Americans High On Optimism

July 12, 2021

A couple of whimsical, near-nonsensical items this afternoon which in the face of our current reality, should make one feel better, if just for a moment or two.
Hope in the time of the virus:

Despite a shitload of problems nowadays, a big chunk of Americans somehow can take the edge off the cut and feel good about stuff, and oddly the best they’ve felt in years — results from Gallup last week:

The percentage of Americans who evaluate their lives well enough to be considered “thriving” on Gallup’s Live Evaluation Index reached 59.2-percent in June, the highest in over 13 years of ongoing measurement and exceeding the previous high of 57.3-percent from September 2017.
During the initial COVID-19 outbreak and economic shutdown, the thriving percentage plunged nearly 10-percentage points to 46.4-percent by late April 2020, tying the record low last measured during the Great Recession.

For its Life Evaluation Index, Gallup classifies Americans as “thriving,” “struggling” or “suffering” according to how they rate their current and future lives on a ladder scale with steps numbered from 0 to 10, based on the Cantril Self-Anchoring Striving Scale.
Those who rate their current life a 7 or higher and their anticipated life in five years an 8 or higher are classified as thriving.

In a broader context, according to the Gallup State of the Global Workplace: 2021 report, the percentage of U.S. workers considered to be thriving was estimated at 58-percent based on 2018-2020 data collection, which ranks 14th when compared with 18 Western European countries plus Canada.

The percentage of Americans estimated to be “suffering” has remained steadily low throughout the pandemic and in line with pre-COVID estimates.
In June, 3.4-percent of respondents were classified as suffering.

Significant daily enjoyment has also markedly improved, although to a lesser degree than the declines seen in worry and stress.
In 2018-2019, about 80-percent of U.S. adults reported significant enjoyment the day before, which plunged to 61% at the onset of the pandemic.
By June, enjoyment was back up to 73-percent of the adult population.

People always try to have hope, burns eternal, I’m told.
And the idiocy of the time-frame: ‘Donald Trump blasted President Joe Biden’s handling of the border crisis in his remarks at 2021 Conservative Political Action Conference action committee saying he is “bringing the country to the brink of ruin.”

Remember, 47-percent or there-abouts, of Americans voted and will-vote-again for the T-Rump.

And this story has good-feelings all over it. A kind of hope-filled, optimistic view of romantic love, of how it really shoud be — via Psych News Daily today:

A new study published today in Social Psychological and Personality Science finds that two thirds of romantic couples started out in a platonic relationship.
This “friends-first” initiation of romance is often overlooked by researchers.
Examining a sample of previous studies on how relationships begin, the authors found that nearly 75-percent focused on the spark of romance between strangers.
By contrast, only 8-percent centered on romance that develops among friends over time.
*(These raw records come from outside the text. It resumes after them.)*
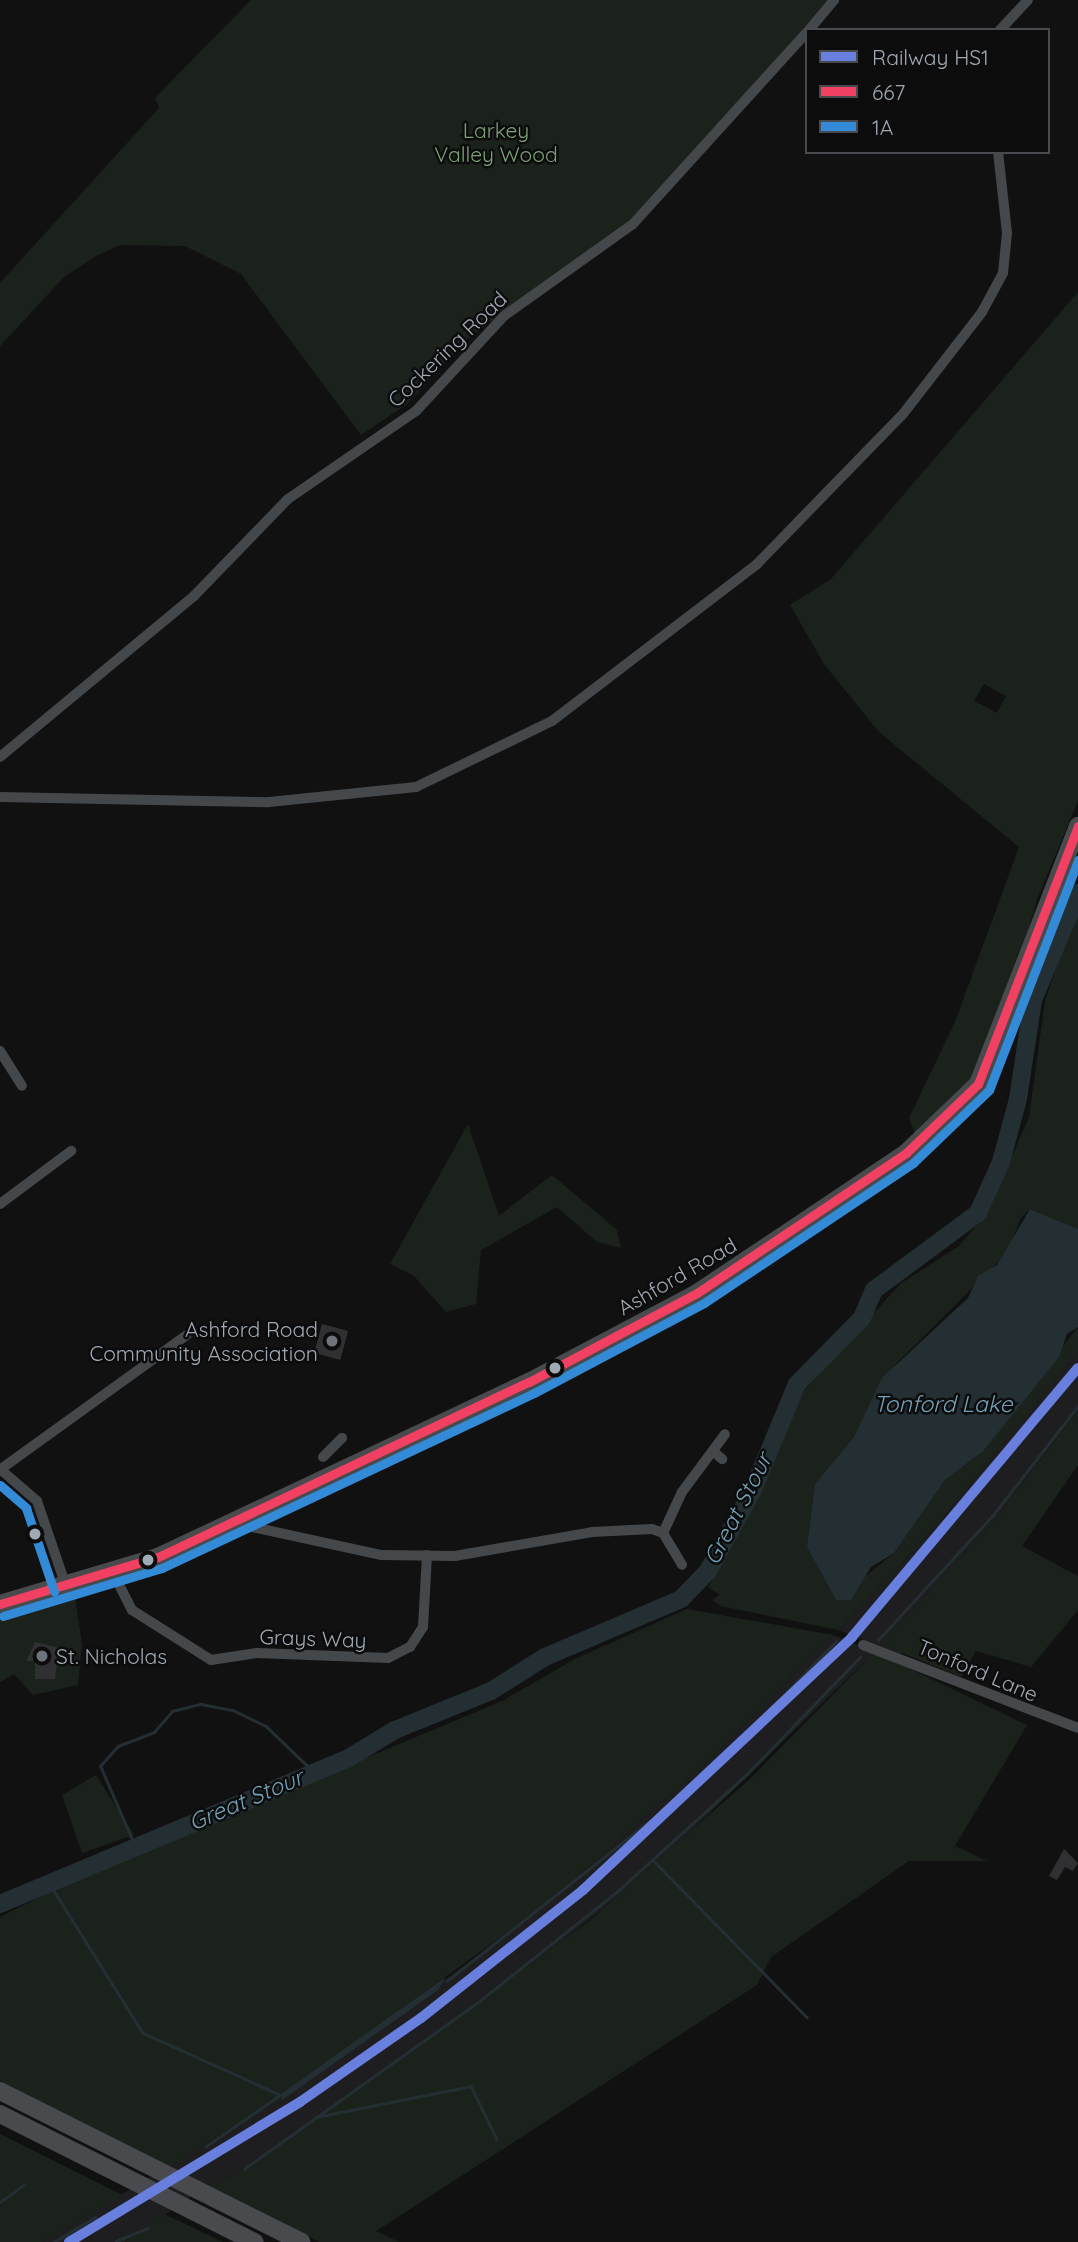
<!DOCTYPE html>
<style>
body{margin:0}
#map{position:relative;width:1078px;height:2242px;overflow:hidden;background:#111112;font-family:Quicksand,sans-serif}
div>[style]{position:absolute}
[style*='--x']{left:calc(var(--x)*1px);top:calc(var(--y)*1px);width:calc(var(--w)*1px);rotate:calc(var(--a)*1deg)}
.built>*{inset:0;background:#1e1e20}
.green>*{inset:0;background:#1b221c}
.water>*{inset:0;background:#242f34}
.stream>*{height:2.5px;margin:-1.25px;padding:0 1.25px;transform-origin:1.25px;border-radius:1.25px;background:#242f34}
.river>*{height:18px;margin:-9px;padding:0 9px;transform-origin:9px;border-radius:9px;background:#242f34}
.building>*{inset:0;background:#303033;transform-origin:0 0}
.street>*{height:10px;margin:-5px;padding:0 5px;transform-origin:5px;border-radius:5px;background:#45484b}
.highway>*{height:18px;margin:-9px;padding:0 9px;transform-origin:9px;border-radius:9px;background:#484a4d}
.bus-1>*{height:9px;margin:-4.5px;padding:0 4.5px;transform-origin:4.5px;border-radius:4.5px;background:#f24062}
.bus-2>*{height:9px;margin:-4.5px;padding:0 4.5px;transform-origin:4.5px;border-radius:4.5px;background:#338bd7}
.rail-1>*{height:10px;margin:-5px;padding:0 5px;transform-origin:5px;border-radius:5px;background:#687fdd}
.dots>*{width:19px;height:19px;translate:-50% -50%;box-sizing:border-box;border:4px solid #0c0c0d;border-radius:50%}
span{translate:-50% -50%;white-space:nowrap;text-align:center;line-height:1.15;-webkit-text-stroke:5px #0c0c0d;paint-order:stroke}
.park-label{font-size:21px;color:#7aa275}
.street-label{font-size:21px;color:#a0aab5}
.poi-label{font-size:21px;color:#a0aab5}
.right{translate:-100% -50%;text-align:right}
.left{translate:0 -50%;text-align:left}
.water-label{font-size:23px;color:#73a0b4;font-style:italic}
.legend{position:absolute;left:805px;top:28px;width:245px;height:126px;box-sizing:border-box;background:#0c0c0d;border:2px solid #474b50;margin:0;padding:9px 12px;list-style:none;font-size:21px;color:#a0aab5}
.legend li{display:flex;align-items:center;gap:14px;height:35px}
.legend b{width:35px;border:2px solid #474b50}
</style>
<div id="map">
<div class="built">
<div style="clip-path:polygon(1078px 1352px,1078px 1410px,989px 1528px,913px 1611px,924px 1626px,901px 1654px,838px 1630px,934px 1528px)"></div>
<div style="clip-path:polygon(833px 1635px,875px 1652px,652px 1869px,485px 2003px,250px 2168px,207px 2186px,125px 2242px,42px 2242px,209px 2142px,402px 2012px,553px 1899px,710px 1759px)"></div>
</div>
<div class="green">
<div style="clip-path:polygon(251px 0,829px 0,630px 222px,467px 339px,407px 404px,361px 435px,241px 274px,185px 246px,120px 245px,96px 256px,64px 277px,0 346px,0 283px,159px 108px,155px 98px)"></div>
<div style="clip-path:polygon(evenodd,1078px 292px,1078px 801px,1038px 897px,1000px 1023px,972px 1079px,915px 1134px,909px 1118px,955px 1022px,1019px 847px,879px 732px,824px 664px,790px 605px,831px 579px,1078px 292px,984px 684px,1006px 696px,997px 713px,974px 701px,984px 684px)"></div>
<div style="clip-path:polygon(1078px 902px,1078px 1229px,1030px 1209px,1020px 1219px,1009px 1251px,894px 1366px,854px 1437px,815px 1484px,807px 1547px,836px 1600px,894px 1553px,945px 1480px,971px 1460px,1078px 1327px,1078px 1352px,934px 1528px,838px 1630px,721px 1606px,712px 1600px,720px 1595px,708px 1587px,744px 1524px,803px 1392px,900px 1284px,959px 1246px,988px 1212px,1029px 1117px,1045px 1001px)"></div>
<div style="clip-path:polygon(468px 1124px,499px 1216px,552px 1175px,617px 1230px,621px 1248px,597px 1242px,557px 1207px,481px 1250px,476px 1304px,446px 1312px,414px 1276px,390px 1264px)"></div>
<div style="clip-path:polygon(1078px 1410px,1078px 1465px,1022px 1546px,1078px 1576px,1078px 1610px,1031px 1667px,976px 1651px,961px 1677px,881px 1644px,989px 1528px)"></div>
<div style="clip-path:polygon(75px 1597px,82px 1644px,78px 1685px,33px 1695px,14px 1674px,0 1682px,0 1617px)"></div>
<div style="clip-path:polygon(687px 1609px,833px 1635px,710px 1759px,553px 1899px,280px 2097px,169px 2167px,0 2081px,0 1917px,72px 1881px,502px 1701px,577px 1658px)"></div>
<div style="clip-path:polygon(875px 1652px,1027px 1725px,955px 1846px,987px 1861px,909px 1861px,771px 1957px,757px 1985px,376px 2231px,399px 2242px,320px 2242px,207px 2186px,250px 2168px,588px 1922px,751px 1778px)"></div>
<div style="clip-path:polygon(96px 1775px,134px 1835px,82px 1853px,62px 1795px)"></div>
<div style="clip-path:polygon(0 2134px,122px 2195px,42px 2242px,0 2242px)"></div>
<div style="clip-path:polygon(164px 2214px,223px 2242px,125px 2242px)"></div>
</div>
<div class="water">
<div style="clip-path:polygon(1030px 1209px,1078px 1229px,1078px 1327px,1067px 1334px,1059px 1357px,983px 1451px,945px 1480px,894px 1553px,871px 1567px,851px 1600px,836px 1600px,807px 1547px,815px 1484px,854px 1437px,882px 1378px,968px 1298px,978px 1276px,997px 1265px)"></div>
<div style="clip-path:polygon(446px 1977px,438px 1990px,282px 2100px,281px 2094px)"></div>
</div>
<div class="stream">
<div style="--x:878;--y:1640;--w:170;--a:-47.4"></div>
<div style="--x:993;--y:1515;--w:138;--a:-52.1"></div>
<div style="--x:136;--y:1849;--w:90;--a:-113.4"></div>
<div style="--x:100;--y:1766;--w:27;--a:-48"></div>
<div style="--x:118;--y:1746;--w:39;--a:-21"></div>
<div style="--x:154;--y:1732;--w:28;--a:-49"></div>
<div style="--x:172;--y:1711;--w:30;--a:-14"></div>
<div style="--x:201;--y:1704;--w:33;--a:11"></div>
<div style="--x:233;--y:1710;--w:37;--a:26"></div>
<div style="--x:266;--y:1726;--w:68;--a:43.8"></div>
<div style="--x:653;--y:1860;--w:220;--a:45.6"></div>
<div style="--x:48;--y:1881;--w:179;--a:58"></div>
<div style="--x:143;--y:2033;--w:151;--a:24.2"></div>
<div style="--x:281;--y:2095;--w:91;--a:145.3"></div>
<div style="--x:447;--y:1981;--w:320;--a:-38.3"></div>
<div style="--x:698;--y:1783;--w:198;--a:-45.8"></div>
<div style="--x:316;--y:2117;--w:158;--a:-11.3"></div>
<div style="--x:471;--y:2086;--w:59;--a:63.9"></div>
<div style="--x:244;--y:2169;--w:292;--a:-35.5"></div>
<div style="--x:482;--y:1999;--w:175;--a:-38.5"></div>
<div style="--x:619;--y:1890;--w:171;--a:-42.2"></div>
<div style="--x:746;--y:1775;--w:164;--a:-46"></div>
<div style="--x:0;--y:2202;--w:29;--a:-36"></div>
<div style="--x:116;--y:2241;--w:35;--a:-22"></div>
<div style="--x:54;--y:2242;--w:48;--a:-31.4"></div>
</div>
<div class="river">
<div style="--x:0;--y:1904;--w:376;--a:-22.7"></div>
<div style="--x:347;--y:1759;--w:56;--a:-31.1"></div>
<div style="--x:395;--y:1730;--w:104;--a:-22.1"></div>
<div style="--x:491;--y:1691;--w:64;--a:-32.2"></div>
<div style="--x:545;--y:1657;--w:148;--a:-23.1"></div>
<div style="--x:681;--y:1599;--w:39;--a:-46"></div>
<div style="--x:708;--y:1571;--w:90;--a:-60.9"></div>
<div style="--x:752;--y:1492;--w:117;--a:-67.4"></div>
<div style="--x:797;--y:1384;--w:93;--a:-45.4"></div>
<div style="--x:862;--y:1318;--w:30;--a:-67"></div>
<div style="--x:874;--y:1290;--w:129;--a:-36.5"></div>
<div style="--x:978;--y:1213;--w:56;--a:-65.7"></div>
<div style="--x:1001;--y:1162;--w:65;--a:-74.9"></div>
<div style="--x:1018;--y:1099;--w:100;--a:-81.4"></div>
<div style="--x:1033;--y:1000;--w:116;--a:-67.2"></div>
</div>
<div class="building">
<div style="left:322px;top:1324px;width:27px;height:30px;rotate:15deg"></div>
<div style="clip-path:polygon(35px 1642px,59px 1648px,55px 1679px,35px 1679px,35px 1661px,26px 1661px)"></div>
<div style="clip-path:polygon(1064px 1849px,1078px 1863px,1073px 1871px,1065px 1867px,1057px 1880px,1049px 1876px)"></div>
</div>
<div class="street">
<div style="--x:809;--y:30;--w:39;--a:-50"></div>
<div style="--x:1000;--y:30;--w:41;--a:-47"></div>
<div style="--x:0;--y:757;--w:252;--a:-39.7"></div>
<div style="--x:194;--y:596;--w:135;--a:-45.9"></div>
<div style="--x:288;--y:499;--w:155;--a:-34.5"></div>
<div style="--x:416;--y:411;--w:129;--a:-47.2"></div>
<div style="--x:504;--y:316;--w:158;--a:-35.5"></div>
<div style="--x:633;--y:224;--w:259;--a:-47.8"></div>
<div style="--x:0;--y:797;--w:269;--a:1.1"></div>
<div style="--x:269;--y:802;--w:148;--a:-5.8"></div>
<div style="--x:416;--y:787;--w:151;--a:-25.9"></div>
<div style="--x:552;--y:721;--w:258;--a:-37.4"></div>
<div style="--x:757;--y:564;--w:209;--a:-45.8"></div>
<div style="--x:903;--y:414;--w:129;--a:-52.2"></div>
<div style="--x:982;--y:312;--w:44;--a:-61.7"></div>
<div style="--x:1003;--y:273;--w:40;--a:-84.3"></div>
<div style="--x:1007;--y:233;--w:81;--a:-96.3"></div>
<div style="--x:0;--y:1051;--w:41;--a:57.8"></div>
<div style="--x:0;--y:1204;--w:89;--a:-36.7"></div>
<div style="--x:714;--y:1452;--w:11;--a:41"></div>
<div style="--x:323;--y:1457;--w:27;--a:-45"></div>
<div style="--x:0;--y:1469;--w:49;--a:40.9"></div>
<div style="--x:37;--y:1501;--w:90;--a:71.2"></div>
<div style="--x:1;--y:1469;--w:229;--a:-35.8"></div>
<div style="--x:234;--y:1523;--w:150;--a:12.3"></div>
<div style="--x:381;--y:1555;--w:74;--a:0.8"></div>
<div style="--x:455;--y:1556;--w:139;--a:-9.9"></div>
<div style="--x:592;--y:1532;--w:60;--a:-2.9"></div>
<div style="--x:652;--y:1529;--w:12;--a:20"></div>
<div style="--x:663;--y:1533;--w:37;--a:59"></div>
<div style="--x:663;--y:1533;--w:45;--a:-65.1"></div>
<div style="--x:682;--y:1492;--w:72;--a:-53.4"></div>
<div style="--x:113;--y:1573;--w:42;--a:62.8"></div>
<div style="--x:132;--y:1610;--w:93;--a:32.3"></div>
<div style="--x:211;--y:1660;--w:47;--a:-8.7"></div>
<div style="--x:257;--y:1653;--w:131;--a:2.2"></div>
<div style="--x:388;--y:1658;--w:25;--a:-27"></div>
<div style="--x:410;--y:1647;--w:24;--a:-57"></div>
<div style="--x:423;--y:1627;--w:72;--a:-86.8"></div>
<div style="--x:863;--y:1645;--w:230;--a:21.1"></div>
</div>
<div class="highway">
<div style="--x:0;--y:1604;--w:165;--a:-16.6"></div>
<div style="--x:158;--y:1557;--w:410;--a:-25.3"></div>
<div style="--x:529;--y:1382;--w:190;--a:-27.9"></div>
<div style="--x:697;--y:1293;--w:252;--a:-33.8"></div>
<div style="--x:906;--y:1153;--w:100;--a:-43.8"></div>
<div style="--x:978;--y:1084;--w:277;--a:-68.8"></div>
<div style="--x:0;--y:2091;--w:337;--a:26.6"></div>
<div style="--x:0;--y:2114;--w:285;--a:26.7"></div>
</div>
<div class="bus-1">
<div style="--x:0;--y:1604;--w:165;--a:-16.6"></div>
<div style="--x:158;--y:1557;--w:410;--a:-25.3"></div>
<div style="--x:529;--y:1382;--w:190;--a:-27.9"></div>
<div style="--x:697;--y:1293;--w:252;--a:-33.8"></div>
<div style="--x:906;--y:1153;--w:100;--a:-43.8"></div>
<div style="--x:978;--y:1084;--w:277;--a:-68.8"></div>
</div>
<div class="bus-2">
<div style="--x:0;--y:1485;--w:35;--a:41"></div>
<div style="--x:26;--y:1508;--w:88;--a:71.4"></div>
<div style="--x:3;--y:1616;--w:166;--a:-16.8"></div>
<div style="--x:162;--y:1568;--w:411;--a:-25.2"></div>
<div style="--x:534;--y:1393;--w:192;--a:-27.9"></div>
<div style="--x:704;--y:1303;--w:252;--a:-33.8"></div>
<div style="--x:913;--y:1163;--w:105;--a:-43.8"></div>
<div style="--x:989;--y:1090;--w:247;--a:-68.8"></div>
</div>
<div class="rail-1">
<div style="--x:69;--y:2242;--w:270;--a:-31.2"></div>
<div style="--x:300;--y:2102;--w:147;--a:-34.8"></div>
<div style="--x:421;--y:2018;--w:206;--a:-38.3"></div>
<div style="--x:583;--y:1890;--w:369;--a:-43.2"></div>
<div style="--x:852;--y:1637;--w:351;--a:-50"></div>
</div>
<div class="dots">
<div style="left:332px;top:1341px;background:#6e747c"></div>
<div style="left:555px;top:1368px;background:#a0aab5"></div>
<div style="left:35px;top:1534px;background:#a0aab5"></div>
<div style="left:148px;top:1560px;background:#a0aab5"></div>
<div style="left:42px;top:1656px;background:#6e747c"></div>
</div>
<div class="park-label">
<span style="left:496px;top:142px">Larkey<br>Valley Wood</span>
</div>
<div class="street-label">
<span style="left:447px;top:349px;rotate:-44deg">Cockering Road</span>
<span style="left:677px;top:1276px;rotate:-30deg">Ashford Road</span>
<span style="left:313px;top:1638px;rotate:2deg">Grays Way</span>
<span style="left:978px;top:1670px;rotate:23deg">Tonford Lane</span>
</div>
<div class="poi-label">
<span class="right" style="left:318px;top:1341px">Ashford Road<br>Community Association</span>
<span class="left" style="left:56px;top:1656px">St. Nicholas</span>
</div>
<div class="water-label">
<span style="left:943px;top:1404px">Tonford Lake</span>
<span style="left:738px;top:1509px;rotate:-63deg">Great Stour</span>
<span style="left:246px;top:1800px;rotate:-23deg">Great Stour</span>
</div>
<ul class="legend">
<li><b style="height:9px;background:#687fdd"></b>Railway HS1</li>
<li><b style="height:9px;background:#f24062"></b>667</li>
<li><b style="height:9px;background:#338bd7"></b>1A</li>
</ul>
</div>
“There are a lot of people who would feel very confident saying that we know why and how people choose partners and become a couple and fall in love, but our research suggests that is not the case,” said lead author Danu Anthony Stinson of the University of Victoria in Canada.
“We might have a good understanding of how strangers become attracted to each other and start dating, but that’s simply not how most relationships begin,” she said.

All in all, 68-percent reported that their current or most recent romantic relationship began as a friendship, versus for example meeting at a party or online.
There was little variation across gender, level of education, or ethnic groups. But the rate of friends-first initiation was even higher among 20-somethings and within LGBTQ+ communities.
In those groups 85-percent reported that their relationship began as a friendship.

Meanwhile, back to reality…

(Illustration out front: Salvador Dali’s ‘Hell Canto 2: Giants,’ found here).